I think all we need is a smart pin mode to make windowed measurements for ADC sampling. That is not much logic. We can't automate ADC operation beyond the windowed measurement, though, because it gets too complex, too quickly. This means that the streamer won't have the planned ADC modes, because it would need to make windowed measurements for them to be of acceptable quality and that would over-complicate the streamer.

I'm really glad we've got the ADC working as it should, now. That Trumps a lot of the other stuff. ErNa?

evanh · 2018-11-20 14:02

Ramps will be fixed at 32 clocks each, plateau will be (X - 64 clocks).

cgracey · 2018-11-20 14:22

evanh wrote: »

Ramps will be fixed at 32 clocks each, plateau will be (X - 64 clocks).

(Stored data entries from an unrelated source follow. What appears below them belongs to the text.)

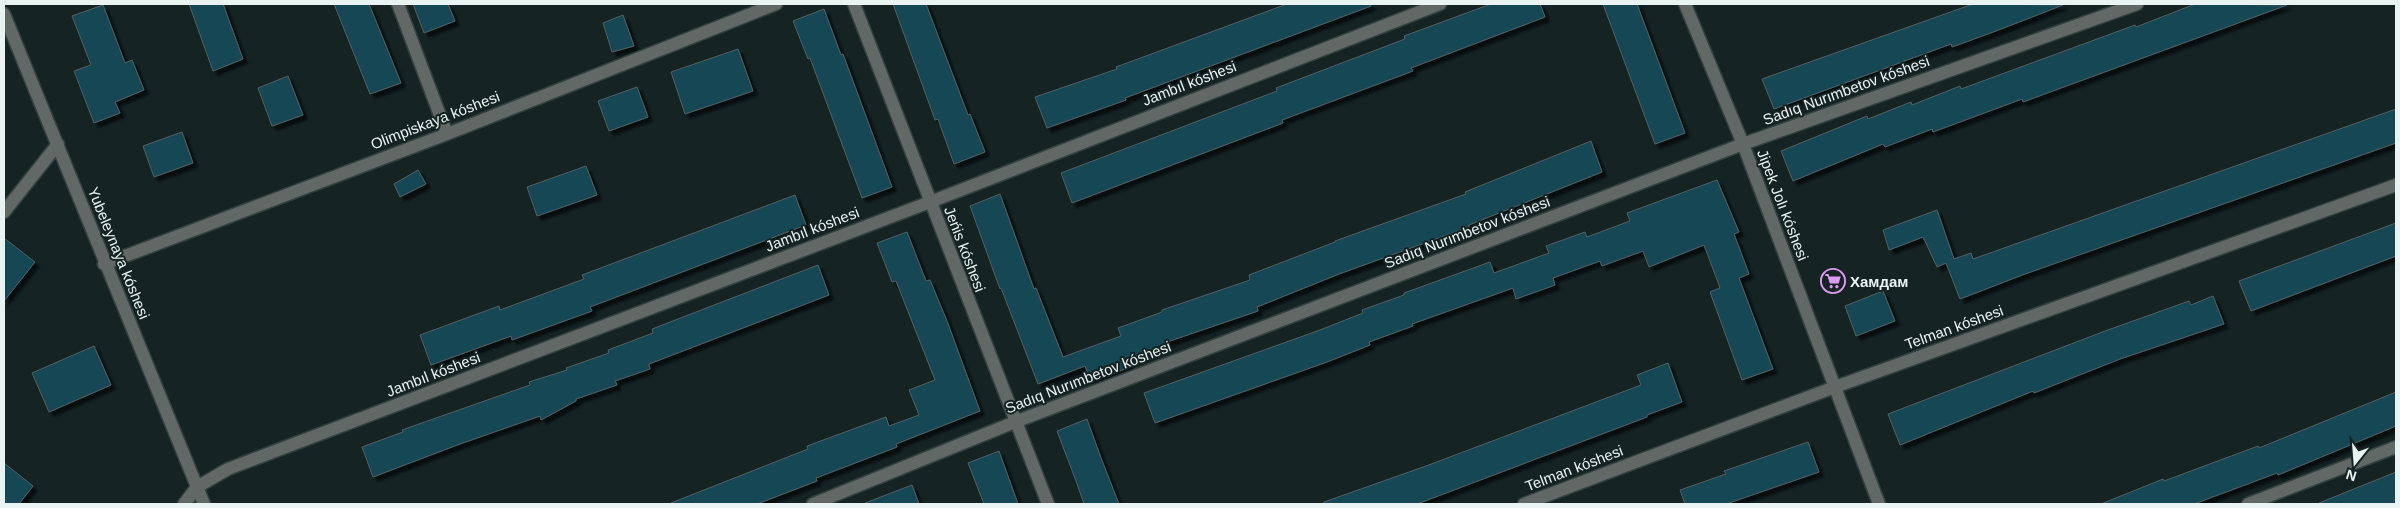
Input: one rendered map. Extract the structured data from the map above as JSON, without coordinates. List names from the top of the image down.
{
  "streets": {
    "street": [
      "Jambıl kóshesi",
      "Sadıq Nurımbetov kóshesi",
      "Olimpiskaya kóshesi",
      "Jipek Jolı kóshesi",
      "Jeńis kóshesi",
      "Yubeleynaya kóshesi",
      "Telman kóshesi"
    ]
  },
  "crossings": [
    ["Jambıl kóshesi", "Jeńis kóshesi"],
    ["Jambıl kóshesi", "Yubeleynaya kóshesi"],
    ["Sadıq Nurımbetov kóshesi", "Jipek Jolı kóshesi"],
    ["Sadıq Nurımbetov kóshesi", "Jeńis kóshesi"],
    ["Olimpiskaya kóshesi", "Yubeleynaya kóshesi"],
    ["Jipek Jolı kóshesi", "Telman kóshesi"]
  ],
  "places": {
    "supermarket": ["Хамдам"]
  },
  "north": "bottom"
}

I think so. We could go more or less than 32, but 32 seems like a happy medium that doesn't impinge too badly on smaller sample sizes, like 8-bit quality.

I think the smart pin will work like this:

(1) Input first 32 samples, accumulate {1..32} * highs.
(2) Accumulate 32's for highs during duration of WXPIN period.
(3) Input last 32 samples, accumulate {32..1} * highs.
(4) Report accumulator >> 5 to result.

ErNa · 2018-11-20 14:37

cgracey wrote: »

I've done a lot of testing on this tonight, even making a closed loop to adjust the sample length, in order to drive the 1's delta between VIO and GIO measurements to constants like 255, in order to make mathless conversions. Didn't work well, due to frequent sample-length adjustments.

I think all we need is a smart pin mode to make windowed measurements for ADC sampling. That is not much logic. We can't automate ADC operation beyond the windowed measurement, though, because it gets too complex, too quickly. This means that the streamer won't have the planned ADC modes, because it would need to make windowed measurements for them to be of acceptable quality and that would over-complicate the streamer.

I'm really glad we've got the ADC working as it should, now. That Trumps a lot of the other stuff. ErNa?

There will be a next chance to salvage things, that once went wrong as we do not see the full picture. At least we know, there is no simple solution if it doesn't come from a strong genius ;-)

cgracey · 2018-11-20 14:40

ErNa wrote: »

There will be a next chance to salvage things, that once went wrong as we do not see the full picture. At least we know, there is no simple solution if it doesn't come from a strong genius ;-)

Yes, what we have now seems very stable.

Rayman · 2018-11-20 14:41

I guess you can think of this as the average of 32 regular moving average filters, all centered on each other and with widths that increase by 2 samples...

cgracey · 2018-11-20 14:51

Rayman wrote: »

I guess you can think of this as the average of 32 regular moving average filters, all centered on each other and with widths that increase by 2 samples...

Yes, they are centered on each other, but the top one has 32 bits in front of it and 1 bit behind it. The next one below has 31 bits in front of it and 2 bits behind it, and so on, down to the bottom one which as 1 bit in front of it and 32 bits behind it. Now, add up all the bits and divide by 32 to get your sample.

Rayman · 2018-11-20 15:04

I think that's another way to look at it...

evanh · 2018-11-20 16:48

Well, I'm getting numbers. Not at all sure how to interpret them yet. The obvious observation is Sinc2 resolution is basically double the bit-depth of the others.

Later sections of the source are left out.